▶ [Data]:
== Segment start ==

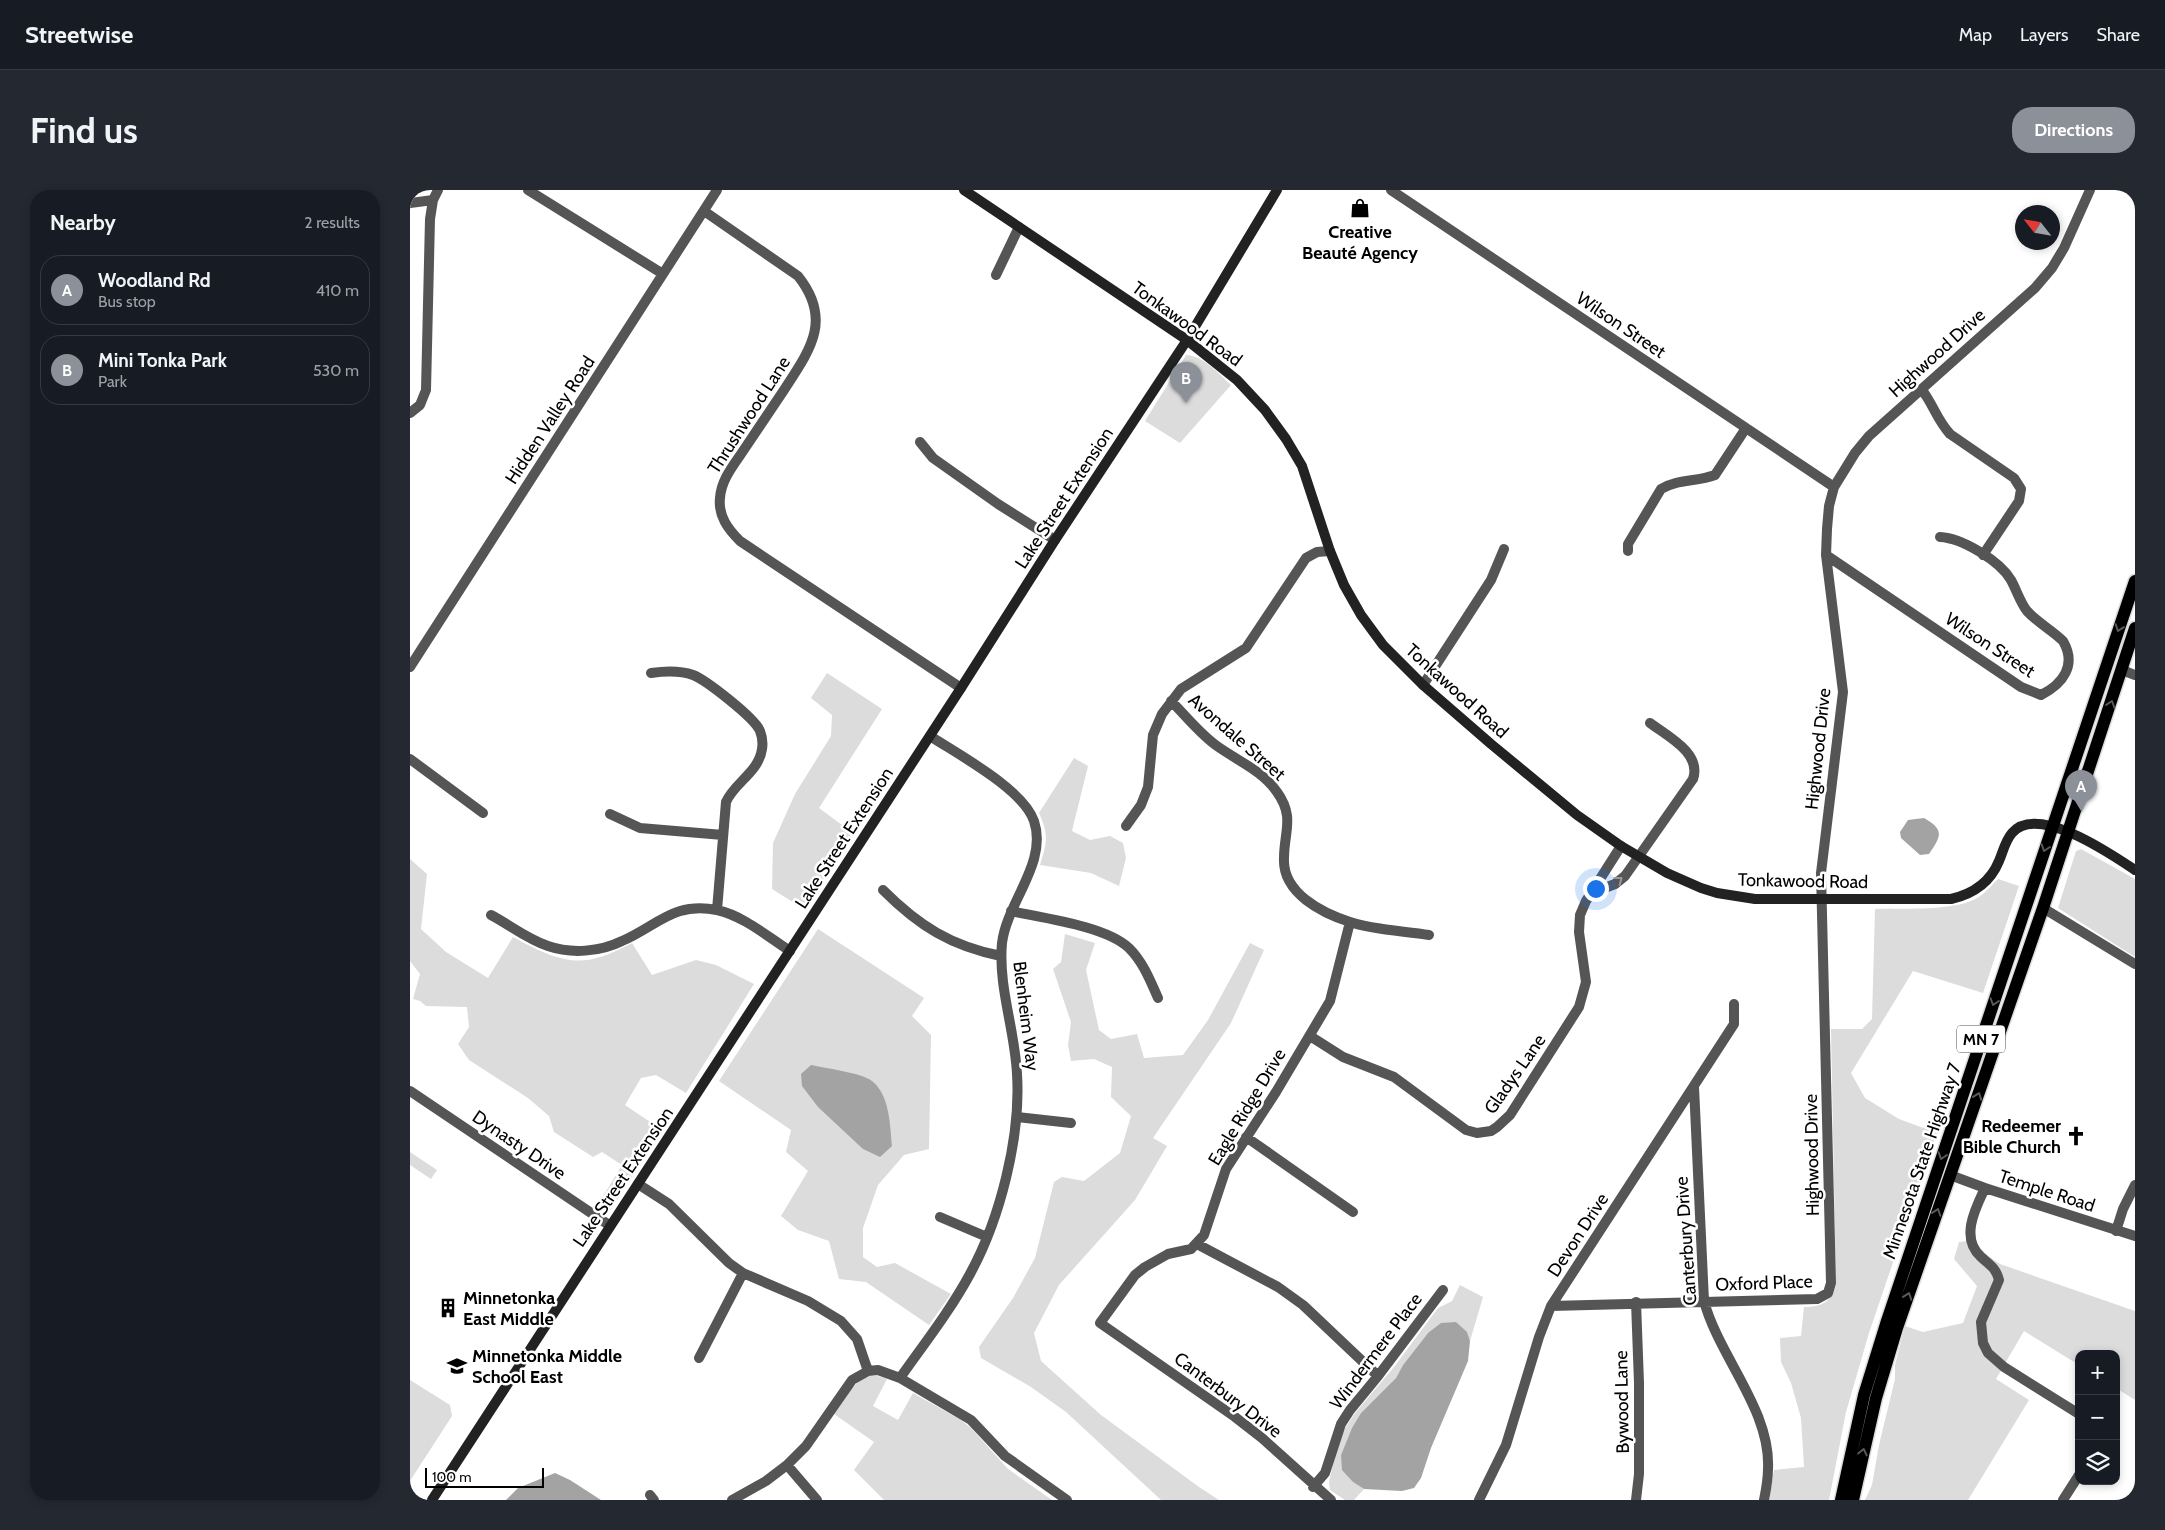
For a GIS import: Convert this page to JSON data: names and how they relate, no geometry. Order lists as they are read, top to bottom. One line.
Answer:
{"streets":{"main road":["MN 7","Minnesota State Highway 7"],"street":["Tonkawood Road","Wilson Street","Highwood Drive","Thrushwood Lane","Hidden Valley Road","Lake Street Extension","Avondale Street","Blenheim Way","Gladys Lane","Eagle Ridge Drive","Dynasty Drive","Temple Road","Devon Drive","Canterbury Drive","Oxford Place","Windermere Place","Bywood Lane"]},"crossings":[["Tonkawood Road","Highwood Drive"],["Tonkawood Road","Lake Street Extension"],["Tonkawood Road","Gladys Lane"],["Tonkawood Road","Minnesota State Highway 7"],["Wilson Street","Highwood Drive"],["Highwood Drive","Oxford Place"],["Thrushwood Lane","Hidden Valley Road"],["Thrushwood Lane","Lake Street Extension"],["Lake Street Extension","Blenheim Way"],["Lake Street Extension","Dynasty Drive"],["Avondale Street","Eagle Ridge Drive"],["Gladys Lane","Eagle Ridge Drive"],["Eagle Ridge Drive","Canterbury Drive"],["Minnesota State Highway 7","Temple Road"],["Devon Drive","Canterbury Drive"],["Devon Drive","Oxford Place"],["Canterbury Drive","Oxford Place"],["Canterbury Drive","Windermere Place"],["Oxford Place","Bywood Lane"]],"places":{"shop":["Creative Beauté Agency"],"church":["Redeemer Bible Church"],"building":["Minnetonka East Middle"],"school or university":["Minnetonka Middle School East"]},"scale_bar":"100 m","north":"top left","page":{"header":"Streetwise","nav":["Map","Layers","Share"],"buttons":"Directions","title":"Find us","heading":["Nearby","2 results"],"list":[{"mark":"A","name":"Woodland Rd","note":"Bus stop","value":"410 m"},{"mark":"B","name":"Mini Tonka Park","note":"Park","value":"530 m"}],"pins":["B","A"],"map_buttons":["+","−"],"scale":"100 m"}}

== Segment end ==

▶ [What the task asks]: Write out the data word for word, with every picture dropped.

▶ [Answer below]:
For a GIS import: Convert this page to JSON data: names and how they relate, no geometry. Order lists as they are read, top to bottom. One line.
Answer:
{"streets":{"main road":["MN 7","Minnesota State Highway 7"],"street":["Tonkawood Road","Wilson Street","Highwood Drive","Thrushwood Lane","Hidden Valley Road","Lake Street Extension","Avondale Street","Blenheim Way","Gladys Lane","Eagle Ridge Drive","Dynasty Drive","Temple Road","Devon Drive","Canterbury Drive","Oxford Place","Windermere Place","Bywood Lane"]},"crossings":[["Tonkawood Road","Highwood Drive"],["Tonkawood Road","Lake Street Extension"],["Tonkawood Road","Gladys Lane"],["Tonkawood Road","Minnesota State Highway 7"],["Wilson Street","Highwood Drive"],["Highwood Drive","Oxford Place"],["Thrushwood Lane","Hidden Valley Road"],["Thrushwood Lane","Lake Street Extension"],["Lake Street Extension","Blenheim Way"],["Lake Street Extension","Dynasty Drive"],["Avondale Street","Eagle Ridge Drive"],["Gladys Lane","Eagle Ridge Drive"],["Eagle Ridge Drive","Canterbury Drive"],["Minnesota State Highway 7","Temple Road"],["Devon Drive","Canterbury Drive"],["Devon Drive","Oxford Place"],["Canterbury Drive","Oxford Place"],["Canterbury Drive","Windermere Place"],["Oxford Place","Bywood Lane"]],"places":{"shop":["Creative Beauté Agency"],"church":["Redeemer Bible Church"],"building":["Minnetonka East Middle"],"school or university":["Minnetonka Middle School East"]},"scale_bar":"100 m","north":"top left","page":{"header":"Streetwise","nav":["Map","Layers","Share"],"buttons":"Directions","title":"Find us","heading":["Nearby","2 results"],"list":[{"mark":"A","name":"Woodland Rd","note":"Bus stop","value":"410 m"},{"mark":"B","name":"Mini Tonka Park","note":"Park","value":"530 m"}],"pins":["B","A"],"map_buttons":["+","−"],"scale":"100 m"}}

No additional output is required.